Для того чтобы взяться за образ, равновеликий Павлу Флоренскому, писатель должен хоть немного подрасти сам до уровня этого великомученика, который в обратной перспективе времени становится все больше и больше. Только представьте, у человека отняли все, что только можно отнять — семью, честное имя, свободу, о пропитании я уже не говорю, а он, находясь среди черни, сволочи и откровенной уголовщины, еще разрабатывает новое лекарство, чтобы эта самая сволочь счастливо плодилась и размножалась дальше… С точки зрения житейского здравого смысла — абсолютно иррациональное поведение. Но ведь и логика Бога отлична от человеческой. Впрочем, я слишком многого хочу от современной литературы.

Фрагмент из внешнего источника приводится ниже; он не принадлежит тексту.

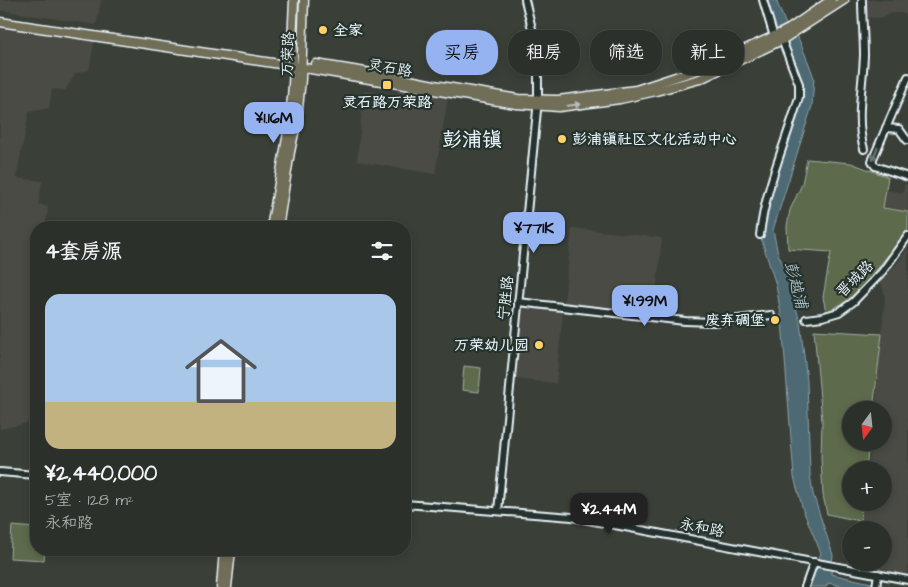 <!DOCTYPE html>
<html lang="zh">
<meta charset="utf-8">
<style>
:root{--surface:#2c302a;--page:#383c36;--text:#f1f3f6;--muted:#a6a9a8;--line:#484b47;--accent:#95b2f1}
body{margin:0;font-family:"Architects Daughter","LXGW WenKai TC",sans-serif;background:var(--page);color:var(--text);height:100vh;display:flex;flex-direction:column;font-size:19px;white-space:nowrap}
*{box-sizing:border-box;margin:0}
p{font-size:16px;color:var(--muted)}
.icon{flex:none;width:28px;height:28px;fill:none;stroke:currentColor;stroke-width:2;stroke-linecap:round;stroke-linejoin:round}
.map{position:relative;flex:1;overflow:hidden}
.sheet{position:absolute;left:30px;top:221px;width:381px;height:335px;display:flex;flex-direction:column;background:var(--surface);border-radius:20px;box-shadow:0 2px 8px #0003,0 0 0 1px var(--line)}
.sheet>*{flex:none}
.guide{position:absolute;left:426px;top:30px;width:406px;height:45px;display:flex;gap:10px}
.needle{width:32px;rotate:195deg}
.controls{position:absolute;left:842px;top:401px;display:grid;gap:10px}
.controls a{display:grid;place-items:center;width:50px;height:50px;border-radius:50%;background:var(--surface);box-shadow:0 2px 8px #0003,0 0 0 1px var(--line);font-size:25px}
.price{position:absolute;translate:-50% -42px;padding:0 11px;border-radius:10px;background:var(--accent);color:#111;font-size:16px;line-height:32px;filter:drop-shadow(0 1px 2px #0008)}
.price::after{content:'';position:absolute;left:50%;top:30px;width:15px;height:11px;margin-left:-8px;background:inherit;clip-path:polygon(0 0,100% 0,50% 100%)}
.price.on{background:#222;color:#fff}
ul{padding:0;list-style:none}
li{display:grid;align-content:center;gap:10px;height:265px;padding:0 15px}
li+li{border-top:1px solid var(--line)}
li span{display:grid;place-items:center;height:155px;border-radius:15px;color:#555}
li>.icon{margin-inline-start:auto}
span .icon{width:90px;height:90px;fill:#fffc;stroke-width:1}
li b{font-size:21px}
h2{display:flex;justify-content:space-between;align-items:center;height:60px;padding:0 15px;font-size:21px}
.chip{padding:0 18px;border-radius:20px;background:var(--surface);box-shadow:0 2px 8px #0003,0 0 0 1px var(--line);font-size:18px;line-height:45px}
.chip.on{background:var(--accent);color:#111}
.map>svg:first-child{display:block}
</style>
<div class="map">
<svg width="908" height="587" viewBox="0 0 908 587">
<rect width="100%" height="100%" fill="#3a4038"/>
<filter id="ink" filterUnits="userSpaceOnUse"><feTurbulence type="fractalNoise" baseFrequency=".02" numOctaves="2"/><feDisplacementMap in="SourceGraphic" scale="10" xChannelSelector="R" yChannelSelector="G"/><feConvolveMatrix kernelMatrix="1 2 1 2 8 2 1 2 1" color-interpolation-filters="sRGB"/></filter>
<g filter="url(#ink)">
<!-- built -->
<g fill="#4b4c44">
<polygon points="0,0 101,0 96,25 0,10"/>
<polygon points="864,0 908,0 908,16 902,13 890,13 882,18 864,17"/>
<polygon points="0,24 95,38 89,70 76,73 65,90 52,89 49,108 29,112 16,178 42,181 38,204 48,207 45,227 36,228 36,293 35,304 36,304 36,421 0,429"/>
<polygon points="399,89 448,97 435,174 357,161 364,91 397,95"/>
<polygon points="905,184 908,185 908,212 883,208 886,190 903,193"/>
<polygon points="572,228 662,238 654,313 564,303"/>
<polygon points="908,248 908,574 853,565 854,563 884,562 884,530 859,530 863,503 884,502 884,470 868,470 872,443 884,442 884,410 875,410 885,296 881,282 901,259"/>
<polygon points="522,307 563,311 556,383 515,379"/>
</g>
<!-- green -->
<g fill="#5d6b4c" stroke="#a2aea2">
<polygon points="807,159 851,163 888,177 883,208 908,212 908,229 868,281 849,300 826,312 823,297 831,252 788,249 787,226 790,210 802,184"/>
<polygon points="814,330 882,334 873,410 851,410 851,442 869,443 866,470 851,470 851,502 862,503 860,521 827,514 823,495 821,458 822,421"/>
<polygon points="464,366 481,368 479,392 462,390"/>
<polygon points="12,526 36,528 36,550 45,550 44,560 10,558"/>
</g>
<!-- water -->
<polygon fill="#4d6973" stroke="#8b9fa8" points="766,0 776,0 786,25 797,35 809,64 814,78 812,106 773,230 778,254 785,268 800,322 807,381 810,474 813,494 833,555 831,574 889,587 847,587 828,583 826,587 808,587 821,553 803,510 794,477 782,321 776,285 760,235 799,97 799,84 779,29 772,24"/>
<g fill="none" stroke-linecap="round" stroke-linejoin="round">
<defs>
<g id="minor">
<polyline points="763,0 774,37 776,39"/>
<path d="M862 0C862 18 864 37 864 55 863 86 855 119 864 149"/>
<polyline points="908,77 872,161 875,166 908,177"/>
<polyline points="886,128 899,129 907,140 908,140"/>
<path d="M760 235C765 188 786 142 799 97V84L782 40"/>
<polyline points="518,302 685,321 714,322 771,315"/>
<polyline points="806,319 822,317 839,312 853,302 882,272 908,236"/>
<polyline points="0,472 36,475"/>
<polyline points="405,504 572,517 908,580"/>
<polyline points="498,511 538,100 538,59 534,37 525,0"/>
<polyline points="805,587 814,562"/>
<polyline points="876,587 878,574"/>
</g>
<g id="major">
<polyline points="0,22 293,66 516,104 559,107 620,99 656,91 700,79 782,40 844,0"/>
<polyline points="316,64 384,75 434,85 518,99 558,100 636,90 703,68 779,34 789,29 831,0"/>
<polyline points="271,228 287,138 292,98 294,70 292,43 294,0"/>
<polyline points="278,228 290,152 297,119 301,79 304,0"/>
<polyline points="221,587 224,550"/>
<polyline points="227,587 231,550"/>
</g>
</defs>
<!-- minor casing -->
<use href="#minor" stroke="#e8f1f8" stroke-width="10"/>
<!-- major casing -->
<use href="#major" stroke="#e8f1f8" stroke-width="11"/>
<!-- minor -->
<use href="#minor" stroke="#26332d" stroke-width="6"/>
<!-- major -->
<use href="#major" stroke="#716e59" stroke-width="8"/>
</g>
<!-- one-way arrows -->
<defs><path id="oneway-solid" d="M-6-.8H1V-3.2L6.5 0L1 3.2V.8H-6Z" transform="scale(1.25)"/></defs>
<use fill="#b8bdb8" href="#oneway-solid" transform="translate(574 105) rotate(-7)"/>
<use fill="#6a7674" href="#oneway-solid" transform="translate(875 154) rotate(111)"/>
</g>
<!-- markers -->
<g fill="#ffd166" stroke="#26332d" stroke-width="2">
<circle cx="323" cy="30" r="5"/>
<rect x="382" y="80" width="10" height="10" rx="2.5"/>
<circle cx="562" cy="139" r="5"/>
<circle cx="775" cy="320" r="5"/>
<circle cx="539" cy="345" r="5"/>
</g>
<g text-anchor="middle" dominant-baseline="central" stroke-width="4.5" stroke-linejoin="round" paint-order="stroke">
<!-- poi labels -->
<g font-size="15" font-weight="bold" fill="#e8f1f8" stroke="#26332d" text-anchor="start">
<text x="333" y="30">全家</text>
<text x="387" y="102" text-anchor="middle">灵石路万荣路</text>
<text x="572" y="139">彭浦镇社区文化活动中心</text>
<text x="765" y="320" text-anchor="end">废弃碉堡</text>
<text x="529" y="345" text-anchor="end">万荣幼儿园</text>
</g>
<!-- street labels -->
<g font-size="15" fill="#e8f1f8" stroke="#26332d">
<text transform="translate(288 54) rotate(-88)">万荣路</text>
<text transform="translate(390 68) rotate(10)">灵石路</text>
<text transform="translate(855 279) rotate(-45)">晋城路</text>
<text transform="translate(506 298) rotate(-84)">宁胜路</text>
<text transform="translate(702 528) rotate(11)">永和路</text>
</g>
<!-- water labels -->
<g font-size="16" font-style="italic" fill="#aabbc3" stroke="#26332d">
<text transform="translate(796 285) rotate(75)">彭越浦</text>
</g>
<!-- district labels -->
<g font-size="20" font-weight="bold" fill="#e8f1f8" stroke="#26332d">
<text x="472" y="140">彭浦镇</text>
</g>
</g>
</svg>
<div class="controls">
<a><svg class="needle" viewBox="-14 -14 28 28"><path d="M0-13l5 13h-10z" fill="#e53935"/><path d="M0 13l5-13h-10z" fill="#a6a9a8"/></svg></a>
<a>+</a>
<a>−</a>
</div>
<b class="price" style="left:274px;top:144px">¥1.16M</b>
<b class="price" style="left:534px;top:254px">¥771K</b>
<b class="price" style="left:645px;top:327px">¥1.99M</b>
<b class="price on" style="left:609px;top:535px">¥2.44M</b>
<div class="guide">
<a class="chip on">买房</a>
<a class="chip">租房</a>
<a class="chip">筛选</a>
<a class="chip">新上</a>
</div>
<section class="sheet">
<h2>4套房源<svg class="icon" aria-label="filters" viewBox="0 0 24 24"><path d="M4 7h16M4 17h16"/><circle cx="9" cy="7" r="2"/><circle cx="15" cy="17" r="2"/></svg></h2>
<ul>
<li><span style="background:linear-gradient(#a9c7e8 70%,#c2b280 0)"><svg class="icon" aria-label="home" viewBox="0 0 24 24"><path d="M3 11l9-7 9 7M6 9v11h12V9"/></svg></span><div><b>¥2,440,000</b><p>5室 · 128 m²</p><p>永和路</p></div></li>
</ul>
</section>
</div>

Я уверена, что роман будут и расхваливать, и ругать, и премию «Большая книга» он в результате получит. И может быть, даже закроет тему Соловков в современной русской литературе, хотя по-настоящему ее еще никто и не пытался разработать. Ведь, помимо Флоренского, через Соловки прошли и Алексей Лосев, и Дмитрий Лихачев, который во время отбывания наказания опубликовал в местной газете первую научную работу «Картёжные игры уголовников». Лихачев вообще называл Соловки главным своим жизненным университетом. Это как раз свидетельствует о том, что личность масштабная не теряет интереса к миру в самых страшных условиях и способна, пропустив через себя, облагородить любой отрицательный опыт. До сих пор в тени остается и фигура автора идеи трудовой перековки Нафталия Френкеля. В романе Френкель появляется только однажды, как эпизодический персонаж, а ведь он с полным правом может претендовать на звание сверхчеловека, правда, с отрицательным знаком… Однако боюсь, что после «Обители» тема Соловков в русской литературе, повторюсь, будет считаться официально закрытой.